I’m attempting to construct a multiagent RL trainer that has a learnable policy that plays against a range of saved historic variants of the trained agents, selected from a fixed size menagerie.
At the moment this is achieved through a callback function, for which the on_train_result function
- Adds to a list of stored policy indices of fixed size (so popping off the first element if the list exceeds the memory)
- Defines a new policy_mapping_fn which selects a policy from the list of stored policy indices.
- If an element has been popped from the list, calling algorithm.remove_policy(policy_id=old_policy_id) to truncate the list
- Creating a new policy, getting the state from the current active learning policy, and assigning that to the new policy.
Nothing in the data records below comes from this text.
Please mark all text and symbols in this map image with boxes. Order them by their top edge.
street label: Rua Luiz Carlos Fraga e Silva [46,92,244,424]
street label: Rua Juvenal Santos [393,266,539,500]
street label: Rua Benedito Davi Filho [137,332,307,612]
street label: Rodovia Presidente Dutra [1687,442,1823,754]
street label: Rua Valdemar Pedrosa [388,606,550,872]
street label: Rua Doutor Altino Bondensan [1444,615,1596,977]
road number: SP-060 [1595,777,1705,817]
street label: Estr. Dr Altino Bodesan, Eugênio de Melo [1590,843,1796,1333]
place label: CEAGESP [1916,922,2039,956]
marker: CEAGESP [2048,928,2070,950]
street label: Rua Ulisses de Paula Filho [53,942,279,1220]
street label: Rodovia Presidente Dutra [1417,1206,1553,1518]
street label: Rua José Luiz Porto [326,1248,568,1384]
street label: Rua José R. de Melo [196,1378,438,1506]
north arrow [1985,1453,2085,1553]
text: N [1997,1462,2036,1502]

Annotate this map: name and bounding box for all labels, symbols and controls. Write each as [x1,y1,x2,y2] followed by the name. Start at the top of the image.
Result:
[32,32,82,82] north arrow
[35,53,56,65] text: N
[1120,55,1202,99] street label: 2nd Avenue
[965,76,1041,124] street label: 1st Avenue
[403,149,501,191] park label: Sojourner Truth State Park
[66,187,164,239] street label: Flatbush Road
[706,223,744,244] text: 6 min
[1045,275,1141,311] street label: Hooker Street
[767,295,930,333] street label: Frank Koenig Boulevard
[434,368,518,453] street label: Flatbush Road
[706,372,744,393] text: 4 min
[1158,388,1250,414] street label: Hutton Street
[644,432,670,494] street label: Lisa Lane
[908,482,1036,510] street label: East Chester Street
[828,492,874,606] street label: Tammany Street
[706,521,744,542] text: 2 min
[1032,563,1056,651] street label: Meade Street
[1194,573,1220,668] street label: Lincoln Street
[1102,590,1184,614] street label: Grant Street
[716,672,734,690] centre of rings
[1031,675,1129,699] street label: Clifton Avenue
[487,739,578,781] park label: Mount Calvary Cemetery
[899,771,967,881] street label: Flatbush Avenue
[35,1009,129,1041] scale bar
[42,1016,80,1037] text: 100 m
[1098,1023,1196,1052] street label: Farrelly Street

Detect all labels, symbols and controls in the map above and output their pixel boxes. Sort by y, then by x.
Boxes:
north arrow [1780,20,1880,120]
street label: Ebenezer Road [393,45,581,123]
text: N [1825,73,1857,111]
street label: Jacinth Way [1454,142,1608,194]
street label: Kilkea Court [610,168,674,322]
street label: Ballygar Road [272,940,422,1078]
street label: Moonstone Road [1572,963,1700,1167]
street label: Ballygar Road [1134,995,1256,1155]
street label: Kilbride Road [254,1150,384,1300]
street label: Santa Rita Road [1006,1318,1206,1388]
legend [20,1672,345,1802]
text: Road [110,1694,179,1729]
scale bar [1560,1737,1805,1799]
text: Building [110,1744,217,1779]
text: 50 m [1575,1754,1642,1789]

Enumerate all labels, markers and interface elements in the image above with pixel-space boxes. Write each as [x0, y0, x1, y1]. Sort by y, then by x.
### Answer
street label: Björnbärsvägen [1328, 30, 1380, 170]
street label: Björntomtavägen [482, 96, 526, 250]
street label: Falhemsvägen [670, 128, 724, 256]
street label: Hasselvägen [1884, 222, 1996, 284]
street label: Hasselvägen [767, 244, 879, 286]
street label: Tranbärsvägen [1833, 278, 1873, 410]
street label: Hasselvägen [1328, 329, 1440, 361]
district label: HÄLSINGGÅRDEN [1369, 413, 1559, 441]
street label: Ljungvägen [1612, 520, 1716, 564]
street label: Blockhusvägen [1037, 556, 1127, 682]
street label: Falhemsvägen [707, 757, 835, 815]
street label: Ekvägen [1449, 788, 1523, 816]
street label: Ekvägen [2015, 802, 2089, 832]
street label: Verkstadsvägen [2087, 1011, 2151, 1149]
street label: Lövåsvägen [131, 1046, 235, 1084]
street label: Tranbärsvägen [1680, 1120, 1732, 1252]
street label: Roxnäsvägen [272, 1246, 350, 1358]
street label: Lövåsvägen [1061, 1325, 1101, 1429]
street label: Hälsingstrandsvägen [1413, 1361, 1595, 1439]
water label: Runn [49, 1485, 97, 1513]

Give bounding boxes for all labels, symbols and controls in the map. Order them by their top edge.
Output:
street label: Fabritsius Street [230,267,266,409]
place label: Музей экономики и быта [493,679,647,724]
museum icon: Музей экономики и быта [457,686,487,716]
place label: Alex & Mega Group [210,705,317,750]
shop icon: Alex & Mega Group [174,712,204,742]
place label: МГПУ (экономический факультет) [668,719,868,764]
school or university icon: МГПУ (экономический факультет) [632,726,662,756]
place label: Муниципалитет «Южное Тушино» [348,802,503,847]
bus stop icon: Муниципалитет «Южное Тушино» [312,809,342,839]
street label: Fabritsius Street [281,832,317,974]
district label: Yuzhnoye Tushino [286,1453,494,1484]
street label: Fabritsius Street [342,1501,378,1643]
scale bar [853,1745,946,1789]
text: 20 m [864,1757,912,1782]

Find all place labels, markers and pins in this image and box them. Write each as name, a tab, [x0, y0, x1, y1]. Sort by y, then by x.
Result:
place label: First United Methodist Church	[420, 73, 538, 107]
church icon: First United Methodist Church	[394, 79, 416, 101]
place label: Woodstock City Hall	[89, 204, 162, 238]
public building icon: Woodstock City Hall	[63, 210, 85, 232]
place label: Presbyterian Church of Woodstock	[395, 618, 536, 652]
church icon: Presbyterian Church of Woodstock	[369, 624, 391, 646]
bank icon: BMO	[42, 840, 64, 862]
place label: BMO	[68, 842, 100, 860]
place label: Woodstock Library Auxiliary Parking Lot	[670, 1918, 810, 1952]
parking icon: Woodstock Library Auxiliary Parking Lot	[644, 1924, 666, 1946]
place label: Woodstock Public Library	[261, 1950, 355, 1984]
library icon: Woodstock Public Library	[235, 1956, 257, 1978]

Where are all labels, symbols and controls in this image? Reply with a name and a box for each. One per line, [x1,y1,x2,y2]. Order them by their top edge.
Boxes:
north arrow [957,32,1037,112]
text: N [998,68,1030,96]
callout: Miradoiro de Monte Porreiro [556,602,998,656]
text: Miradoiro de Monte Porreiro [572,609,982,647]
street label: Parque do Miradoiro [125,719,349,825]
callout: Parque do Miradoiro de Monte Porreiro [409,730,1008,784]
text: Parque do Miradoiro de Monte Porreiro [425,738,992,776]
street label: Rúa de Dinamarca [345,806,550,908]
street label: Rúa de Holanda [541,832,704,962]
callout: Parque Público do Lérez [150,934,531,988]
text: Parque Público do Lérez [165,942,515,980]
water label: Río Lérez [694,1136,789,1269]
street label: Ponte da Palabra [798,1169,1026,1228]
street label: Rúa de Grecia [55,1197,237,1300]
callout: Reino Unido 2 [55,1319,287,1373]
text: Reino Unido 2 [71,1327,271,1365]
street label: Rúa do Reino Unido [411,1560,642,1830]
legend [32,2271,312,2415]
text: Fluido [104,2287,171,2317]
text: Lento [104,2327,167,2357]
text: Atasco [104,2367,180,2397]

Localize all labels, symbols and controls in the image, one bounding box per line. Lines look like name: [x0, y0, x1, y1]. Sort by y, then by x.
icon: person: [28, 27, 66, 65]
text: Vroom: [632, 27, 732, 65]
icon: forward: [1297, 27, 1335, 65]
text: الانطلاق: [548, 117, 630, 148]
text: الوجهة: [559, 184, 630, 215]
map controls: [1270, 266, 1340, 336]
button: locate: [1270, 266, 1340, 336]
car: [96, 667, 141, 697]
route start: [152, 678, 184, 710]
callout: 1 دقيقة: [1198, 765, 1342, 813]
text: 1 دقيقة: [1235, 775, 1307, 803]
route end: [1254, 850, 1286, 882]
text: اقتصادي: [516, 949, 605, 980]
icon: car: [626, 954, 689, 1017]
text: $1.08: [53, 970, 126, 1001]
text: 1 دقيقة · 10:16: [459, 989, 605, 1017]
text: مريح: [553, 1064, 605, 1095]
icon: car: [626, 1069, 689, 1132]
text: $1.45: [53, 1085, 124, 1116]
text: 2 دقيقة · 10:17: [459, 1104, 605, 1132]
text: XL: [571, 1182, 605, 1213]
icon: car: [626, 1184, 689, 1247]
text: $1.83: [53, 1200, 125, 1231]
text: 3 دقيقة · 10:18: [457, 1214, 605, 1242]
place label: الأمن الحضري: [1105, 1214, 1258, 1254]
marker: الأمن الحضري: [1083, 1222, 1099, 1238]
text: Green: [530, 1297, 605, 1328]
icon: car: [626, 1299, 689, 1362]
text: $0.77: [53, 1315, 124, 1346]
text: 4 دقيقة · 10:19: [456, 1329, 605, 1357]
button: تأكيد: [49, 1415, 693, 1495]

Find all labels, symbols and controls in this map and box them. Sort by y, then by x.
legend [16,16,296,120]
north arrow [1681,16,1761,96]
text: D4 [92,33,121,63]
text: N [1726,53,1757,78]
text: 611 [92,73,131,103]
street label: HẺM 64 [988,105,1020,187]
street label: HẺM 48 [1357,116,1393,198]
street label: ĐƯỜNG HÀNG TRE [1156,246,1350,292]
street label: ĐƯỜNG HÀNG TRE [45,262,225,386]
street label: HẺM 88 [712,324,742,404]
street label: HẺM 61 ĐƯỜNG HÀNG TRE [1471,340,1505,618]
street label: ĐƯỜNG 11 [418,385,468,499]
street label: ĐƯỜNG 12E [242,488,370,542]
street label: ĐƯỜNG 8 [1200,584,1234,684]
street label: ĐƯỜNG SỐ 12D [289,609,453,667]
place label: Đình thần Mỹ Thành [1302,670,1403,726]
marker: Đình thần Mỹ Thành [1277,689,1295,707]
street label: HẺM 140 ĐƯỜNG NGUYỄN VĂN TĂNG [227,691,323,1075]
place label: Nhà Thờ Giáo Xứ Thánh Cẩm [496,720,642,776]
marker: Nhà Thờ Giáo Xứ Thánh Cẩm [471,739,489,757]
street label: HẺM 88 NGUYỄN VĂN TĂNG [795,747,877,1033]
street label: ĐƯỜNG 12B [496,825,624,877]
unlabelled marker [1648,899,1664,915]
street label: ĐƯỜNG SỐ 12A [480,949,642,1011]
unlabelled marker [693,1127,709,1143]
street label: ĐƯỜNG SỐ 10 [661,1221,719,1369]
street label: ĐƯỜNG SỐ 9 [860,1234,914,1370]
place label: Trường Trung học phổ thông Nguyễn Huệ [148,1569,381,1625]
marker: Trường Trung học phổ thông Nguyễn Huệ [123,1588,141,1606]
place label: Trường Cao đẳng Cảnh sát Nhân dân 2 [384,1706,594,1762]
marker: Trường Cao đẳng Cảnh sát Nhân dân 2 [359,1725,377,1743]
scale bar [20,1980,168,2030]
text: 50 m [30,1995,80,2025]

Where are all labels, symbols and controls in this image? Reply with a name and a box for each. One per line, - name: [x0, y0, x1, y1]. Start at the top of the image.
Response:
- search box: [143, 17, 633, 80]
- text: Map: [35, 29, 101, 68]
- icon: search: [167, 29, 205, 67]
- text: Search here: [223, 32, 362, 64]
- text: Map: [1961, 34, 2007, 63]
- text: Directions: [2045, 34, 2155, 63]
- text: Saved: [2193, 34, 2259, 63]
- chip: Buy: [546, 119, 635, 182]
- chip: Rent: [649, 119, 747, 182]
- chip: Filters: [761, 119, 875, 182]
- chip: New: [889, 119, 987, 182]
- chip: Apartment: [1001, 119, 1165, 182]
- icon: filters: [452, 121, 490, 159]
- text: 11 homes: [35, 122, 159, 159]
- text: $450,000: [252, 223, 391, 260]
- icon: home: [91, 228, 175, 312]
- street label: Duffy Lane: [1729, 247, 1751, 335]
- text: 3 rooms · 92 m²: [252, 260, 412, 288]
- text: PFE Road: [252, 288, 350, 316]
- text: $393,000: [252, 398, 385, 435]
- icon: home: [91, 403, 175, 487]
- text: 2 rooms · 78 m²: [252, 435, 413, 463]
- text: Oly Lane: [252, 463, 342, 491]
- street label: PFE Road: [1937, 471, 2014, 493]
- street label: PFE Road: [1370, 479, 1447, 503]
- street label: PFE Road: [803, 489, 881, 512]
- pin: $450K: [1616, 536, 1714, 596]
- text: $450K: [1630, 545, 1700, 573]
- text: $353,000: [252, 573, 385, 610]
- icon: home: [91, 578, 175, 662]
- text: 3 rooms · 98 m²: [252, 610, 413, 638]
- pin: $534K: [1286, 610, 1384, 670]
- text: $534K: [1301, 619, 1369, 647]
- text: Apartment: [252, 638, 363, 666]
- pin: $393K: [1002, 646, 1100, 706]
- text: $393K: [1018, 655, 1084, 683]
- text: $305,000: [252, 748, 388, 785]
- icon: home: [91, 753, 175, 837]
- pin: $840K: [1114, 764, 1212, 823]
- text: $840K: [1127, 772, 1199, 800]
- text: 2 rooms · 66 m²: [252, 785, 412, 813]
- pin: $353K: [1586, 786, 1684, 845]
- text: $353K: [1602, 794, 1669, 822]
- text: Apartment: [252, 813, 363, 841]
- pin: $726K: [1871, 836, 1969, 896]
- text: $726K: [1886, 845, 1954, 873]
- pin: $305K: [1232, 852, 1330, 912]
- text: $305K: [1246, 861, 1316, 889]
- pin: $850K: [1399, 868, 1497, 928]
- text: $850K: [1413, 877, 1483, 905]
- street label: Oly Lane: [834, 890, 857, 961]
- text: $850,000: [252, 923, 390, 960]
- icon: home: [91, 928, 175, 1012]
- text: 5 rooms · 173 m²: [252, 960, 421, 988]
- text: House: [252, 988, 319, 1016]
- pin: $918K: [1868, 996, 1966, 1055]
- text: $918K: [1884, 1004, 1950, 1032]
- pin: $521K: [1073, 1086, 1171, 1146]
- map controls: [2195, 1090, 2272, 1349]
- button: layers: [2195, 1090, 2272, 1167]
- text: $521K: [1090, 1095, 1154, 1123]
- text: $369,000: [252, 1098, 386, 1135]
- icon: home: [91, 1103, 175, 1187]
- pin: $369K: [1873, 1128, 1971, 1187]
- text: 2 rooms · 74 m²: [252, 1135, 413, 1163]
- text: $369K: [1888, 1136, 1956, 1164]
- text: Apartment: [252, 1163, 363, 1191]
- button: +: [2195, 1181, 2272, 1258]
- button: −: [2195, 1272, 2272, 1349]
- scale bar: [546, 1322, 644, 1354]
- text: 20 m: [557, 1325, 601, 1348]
- Calling algorithm.sync_weights()
However, step 3 is not working as I would expect. If I remove policies from the policy set, I receive an error stating that the policy_mapping_fn has returned an invalid policy_id. Removing step 3), and just letting the size of the dictionary of the weights associated with the previously identified solutions grow without any pruning works just fine, but obviously this is unlikely to be optimal.
To me this would suggest that I don’t understand how the callback function is working in the context of the distributed solver, and that something has become un-synchronised during the process. I haven’t been able to track down any example of multiagent environments using remove_policy, so I’m struggling to work out the correct RLLIB way to manage this synchronisation issue, and was wondering if anyone had any experience on this front?
Thanks in advance
How severe does this issue affect your experience of using Ray?
- Medium: It contributes to significant difficulty to complete my task, but I can work around it.